## Exercise requirements
Transcribe each entry so that it matches the original exactly.
BEGIN Source information
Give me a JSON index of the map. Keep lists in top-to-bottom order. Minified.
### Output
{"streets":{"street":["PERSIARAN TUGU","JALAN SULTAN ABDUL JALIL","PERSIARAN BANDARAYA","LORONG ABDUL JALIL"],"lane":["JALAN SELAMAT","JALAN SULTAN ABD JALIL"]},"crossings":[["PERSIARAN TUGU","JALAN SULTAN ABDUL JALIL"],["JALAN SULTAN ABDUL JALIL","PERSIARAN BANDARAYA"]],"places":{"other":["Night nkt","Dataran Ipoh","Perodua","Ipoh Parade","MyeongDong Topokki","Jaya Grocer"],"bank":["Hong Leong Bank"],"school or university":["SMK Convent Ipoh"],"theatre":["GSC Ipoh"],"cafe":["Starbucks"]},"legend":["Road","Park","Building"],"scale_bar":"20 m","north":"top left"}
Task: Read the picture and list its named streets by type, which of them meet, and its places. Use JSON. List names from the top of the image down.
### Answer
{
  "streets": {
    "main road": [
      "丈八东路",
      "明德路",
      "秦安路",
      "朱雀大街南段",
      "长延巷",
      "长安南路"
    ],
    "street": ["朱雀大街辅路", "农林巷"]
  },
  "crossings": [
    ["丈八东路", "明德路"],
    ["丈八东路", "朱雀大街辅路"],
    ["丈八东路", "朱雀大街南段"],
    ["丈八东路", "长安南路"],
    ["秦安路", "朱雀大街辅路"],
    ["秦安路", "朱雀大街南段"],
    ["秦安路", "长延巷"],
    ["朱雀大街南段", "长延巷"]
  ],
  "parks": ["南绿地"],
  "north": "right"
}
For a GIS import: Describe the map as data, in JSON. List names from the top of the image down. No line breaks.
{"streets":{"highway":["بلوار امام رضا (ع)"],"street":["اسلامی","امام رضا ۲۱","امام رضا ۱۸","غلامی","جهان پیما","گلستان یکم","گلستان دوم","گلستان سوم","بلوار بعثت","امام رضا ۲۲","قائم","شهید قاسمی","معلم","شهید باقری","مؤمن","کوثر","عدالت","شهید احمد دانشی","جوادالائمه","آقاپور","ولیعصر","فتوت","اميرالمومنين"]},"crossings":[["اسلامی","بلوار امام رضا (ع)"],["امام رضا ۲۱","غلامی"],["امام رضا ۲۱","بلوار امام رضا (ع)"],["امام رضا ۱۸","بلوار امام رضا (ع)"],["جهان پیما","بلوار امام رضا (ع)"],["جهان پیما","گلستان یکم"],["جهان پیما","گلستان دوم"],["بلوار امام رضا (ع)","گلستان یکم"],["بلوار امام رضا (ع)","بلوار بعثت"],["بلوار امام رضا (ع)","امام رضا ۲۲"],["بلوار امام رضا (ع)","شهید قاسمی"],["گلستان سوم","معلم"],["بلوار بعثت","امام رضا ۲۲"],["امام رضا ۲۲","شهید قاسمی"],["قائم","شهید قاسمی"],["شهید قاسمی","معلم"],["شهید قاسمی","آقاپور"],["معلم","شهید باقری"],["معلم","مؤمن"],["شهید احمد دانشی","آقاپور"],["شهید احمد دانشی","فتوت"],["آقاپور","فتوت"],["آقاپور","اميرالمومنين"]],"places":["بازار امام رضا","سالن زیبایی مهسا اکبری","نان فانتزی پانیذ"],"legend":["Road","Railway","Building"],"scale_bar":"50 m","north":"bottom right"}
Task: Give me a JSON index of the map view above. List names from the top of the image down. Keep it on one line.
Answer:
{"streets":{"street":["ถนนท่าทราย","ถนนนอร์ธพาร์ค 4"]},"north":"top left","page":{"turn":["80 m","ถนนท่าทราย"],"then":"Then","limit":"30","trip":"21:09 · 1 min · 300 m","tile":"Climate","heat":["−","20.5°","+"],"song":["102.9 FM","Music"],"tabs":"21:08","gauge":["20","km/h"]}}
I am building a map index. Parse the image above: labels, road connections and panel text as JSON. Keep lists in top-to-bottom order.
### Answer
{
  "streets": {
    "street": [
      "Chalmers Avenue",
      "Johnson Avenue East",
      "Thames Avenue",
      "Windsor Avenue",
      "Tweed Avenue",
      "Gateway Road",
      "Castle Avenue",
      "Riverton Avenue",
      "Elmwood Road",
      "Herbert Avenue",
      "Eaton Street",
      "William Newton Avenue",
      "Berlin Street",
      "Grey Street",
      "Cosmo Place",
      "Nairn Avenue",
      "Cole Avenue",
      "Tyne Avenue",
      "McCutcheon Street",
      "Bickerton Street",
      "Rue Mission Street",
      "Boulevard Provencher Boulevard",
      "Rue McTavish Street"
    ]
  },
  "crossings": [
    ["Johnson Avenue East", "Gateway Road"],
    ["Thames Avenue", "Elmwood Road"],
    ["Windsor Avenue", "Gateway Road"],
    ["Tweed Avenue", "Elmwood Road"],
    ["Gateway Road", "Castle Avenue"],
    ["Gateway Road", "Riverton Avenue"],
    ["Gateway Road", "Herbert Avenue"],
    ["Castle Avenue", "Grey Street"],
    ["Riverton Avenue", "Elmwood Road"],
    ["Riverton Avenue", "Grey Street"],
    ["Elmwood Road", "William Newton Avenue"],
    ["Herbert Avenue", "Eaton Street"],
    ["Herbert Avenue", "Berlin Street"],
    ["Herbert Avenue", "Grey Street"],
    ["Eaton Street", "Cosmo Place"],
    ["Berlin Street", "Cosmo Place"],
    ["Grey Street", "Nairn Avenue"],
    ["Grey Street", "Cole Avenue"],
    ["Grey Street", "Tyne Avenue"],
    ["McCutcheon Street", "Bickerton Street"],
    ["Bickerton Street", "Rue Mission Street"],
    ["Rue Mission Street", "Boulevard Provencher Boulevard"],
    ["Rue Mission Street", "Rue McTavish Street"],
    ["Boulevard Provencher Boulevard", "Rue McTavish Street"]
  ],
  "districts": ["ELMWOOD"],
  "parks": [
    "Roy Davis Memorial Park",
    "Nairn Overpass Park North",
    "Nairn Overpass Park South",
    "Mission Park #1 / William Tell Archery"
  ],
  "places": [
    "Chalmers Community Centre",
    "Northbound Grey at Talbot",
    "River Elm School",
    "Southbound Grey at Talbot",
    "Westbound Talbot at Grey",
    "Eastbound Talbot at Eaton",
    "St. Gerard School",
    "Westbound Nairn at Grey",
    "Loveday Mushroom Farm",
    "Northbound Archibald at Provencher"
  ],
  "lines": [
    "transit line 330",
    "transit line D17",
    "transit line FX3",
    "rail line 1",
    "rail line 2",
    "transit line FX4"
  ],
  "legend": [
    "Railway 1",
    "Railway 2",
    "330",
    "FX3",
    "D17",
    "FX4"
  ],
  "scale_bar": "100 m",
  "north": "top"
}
END Source information
## Answer section
Give me a JSON index of the map. Keep lists in top-to-bottom order. Minified.
### Output
{"streets":{"street":["PERSIARAN TUGU","JALAN SULTAN ABDUL JALIL","PERSIARAN BANDARAYA","LORONG ABDUL JALIL"],"lane":["JALAN SELAMAT","JALAN SULTAN ABD JALIL"]},"crossings":[["PERSIARAN TUGU","JALAN SULTAN ABDUL JALIL"],["JALAN SULTAN ABDUL JALIL","PERSIARAN BANDARAYA"]],"places":{"other":["Night nkt","Dataran Ipoh","Perodua","Ipoh Parade","MyeongDong Topokki","Jaya Grocer"],"bank":["Hong Leong Bank"],"school or university":["SMK Convent Ipoh"],"theatre":["GSC Ipoh"],"cafe":["Starbucks"]},"legend":["Road","Park","Building"],"scale_bar":"20 m","north":"top left"}
Task: Read the picture and list its named streets by type, which of them meet, and its places. Use JSON. List names from the top of the image down.
### Answer
{
  "streets": {
    "main road": [
      "丈八东路",
      "明德路",
      "秦安路",
      "朱雀大街南段",
      "长延巷",
      "长安南路"
    ],
    "street": ["朱雀大街辅路", "农林巷"]
  },
  "crossings": [
    ["丈八东路", "明德路"],
    ["丈八东路", "朱雀大街辅路"],
    ["丈八东路", "朱雀大街南段"],
    ["丈八东路", "长安南路"],
    ["秦安路", "朱雀大街辅路"],
    ["秦安路", "朱雀大街南段"],
    ["秦安路", "长延巷"],
    ["朱雀大街南段", "长延巷"]
  ],
  "parks": ["南绿地"],
  "north": "right"
}
For a GIS import: Describe the map as data, in JSON. List names from the top of the image down. No line breaks.
{"streets":{"highway":["بلوار امام رضا (ع)"],"street":["اسلامی","امام رضا ۲۱","امام رضا ۱۸","غلامی","جهان پیما","گلستان یکم","گلستان دوم","گلستان سوم","بلوار بعثت","امام رضا ۲۲","قائم","شهید قاسمی","معلم","شهید باقری","مؤمن","کوثر","عدالت","شهید احمد دانشی","جوادالائمه","آقاپور","ولیعصر","فتوت","اميرالمومنين"]},"crossings":[["اسلامی","بلوار امام رضا (ع)"],["امام رضا ۲۱","غلامی"],["امام رضا ۲۱","بلوار امام رضا (ع)"],["امام رضا ۱۸","بلوار امام رضا (ع)"],["جهان پیما","بلوار امام رضا (ع)"],["جهان پیما","گلستان یکم"],["جهان پیما","گلستان دوم"],["بلوار امام رضا (ع)","گلستان یکم"],["بلوار امام رضا (ع)","بلوار بعثت"],["بلوار امام رضا (ع)","امام رضا ۲۲"],["بلوار امام رضا (ع)","شهید قاسمی"],["گلستان سوم","معلم"],["بلوار بعثت","امام رضا ۲۲"],["امام رضا ۲۲","شهید قاسمی"],["قائم","شهید قاسمی"],["شهید قاسمی","معلم"],["شهید قاسمی","آقاپور"],["معلم","شهید باقری"],["معلم","مؤمن"],["شهید احمد دانشی","آقاپور"],["شهید احمد دانشی","فتوت"],["آقاپور","فتوت"],["آقاپور","اميرالمومنين"]],"places":["بازار امام رضا","سالن زیبایی مهسا اکبری","نان فانتزی پانیذ"],"legend":["Road","Railway","Building"],"scale_bar":"50 m","north":"bottom right"}
Task: Give me a JSON index of the map view above. List names from the top of the image down. Keep it on one line.
Answer:
{"streets":{"street":["ถนนท่าทราย","ถนนนอร์ธพาร์ค 4"]},"north":"top left","page":{"turn":["80 m","ถนนท่าทราย"],"then":"Then","limit":"30","trip":"21:09 · 1 min · 300 m","tile":"Climate","heat":["−","20.5°","+"],"song":["102.9 FM","Music"],"tabs":"21:08","gauge":["20","km/h"]}}
I am building a map index. Parse the image above: labels, road connections and panel text as JSON. Keep lists in top-to-bottom order.
### Answer
{
  "streets": {
    "street": [
      "Chalmers Avenue",
      "Johnson Avenue East",
      "Thames Avenue",
      "Windsor Avenue",
      "Tweed Avenue",
      "Gateway Road",
      "Castle Avenue",
      "Riverton Avenue",
      "Elmwood Road",
      "Herbert Avenue",
      "Eaton Street",
      "William Newton Avenue",
      "Berlin Street",
      "Grey Street",
      "Cosmo Place",
      "Nairn Avenue",
      "Cole Avenue",
      "Tyne Avenue",
      "McCutcheon Street",
      "Bickerton Street",
      "Rue Mission Street",
      "Boulevard Provencher Boulevard",
      "Rue McTavish Street"
    ]
  },
  "crossings": [
    ["Johnson Avenue East", "Gateway Road"],
    ["Thames Avenue", "Elmwood Road"],
    ["Windsor Avenue", "Gateway Road"],
    ["Tweed Avenue", "Elmwood Road"],
    ["Gateway Road", "Castle Avenue"],
    ["Gateway Road", "Riverton Avenue"],
    ["Gateway Road", "Herbert Avenue"],
    ["Castle Avenue", "Grey Street"],
    ["Riverton Avenue", "Elmwood Road"],
    ["Riverton Avenue", "Grey Street"],
    ["Elmwood Road", "William Newton Avenue"],
    ["Herbert Avenue", "Eaton Street"],
    ["Herbert Avenue", "Berlin Street"],
    ["Herbert Avenue", "Grey Street"],
    ["Eaton Street", "Cosmo Place"],
    ["Berlin Street", "Cosmo Place"],
    ["Grey Street", "Nairn Avenue"],
    ["Grey Street", "Cole Avenue"],
    ["Grey Street", "Tyne Avenue"],
    ["McCutcheon Street", "Bickerton Street"],
    ["Bickerton Street", "Rue Mission Street"],
    ["Rue Mission Street", "Boulevard Provencher Boulevard"],
    ["Rue Mission Street", "Rue McTavish Street"],
    ["Boulevard Provencher Boulevard", "Rue McTavish Street"]
  ],
  "districts": ["ELMWOOD"],
  "parks": [
    "Roy Davis Memorial Park",
    "Nairn Overpass Park North",
    "Nairn Overpass Park South",
    "Mission Park #1 / William Tell Archery"
  ],
  "places": [
    "Chalmers Community Centre",
    "Northbound Grey at Talbot",
    "River Elm School",
    "Southbound Grey at Talbot",
    "Westbound Talbot at Grey",
    "Eastbound Talbot at Eaton",
    "St. Gerard School",
    "Westbound Nairn at Grey",
    "Loveday Mushroom Farm",
    "Northbound Archibald at Provencher"
  ],
  "lines": [
    "transit line 330",
    "transit line D17",
    "transit line FX3",
    "rail line 1",
    "rail line 2",
    "transit line FX4"
  ],
  "legend": [
    "Railway 1",
    "Railway 2",
    "330",
    "FX3",
    "D17",
    "FX4"
  ],
  "scale_bar": "100 m",
  "north": "top"
}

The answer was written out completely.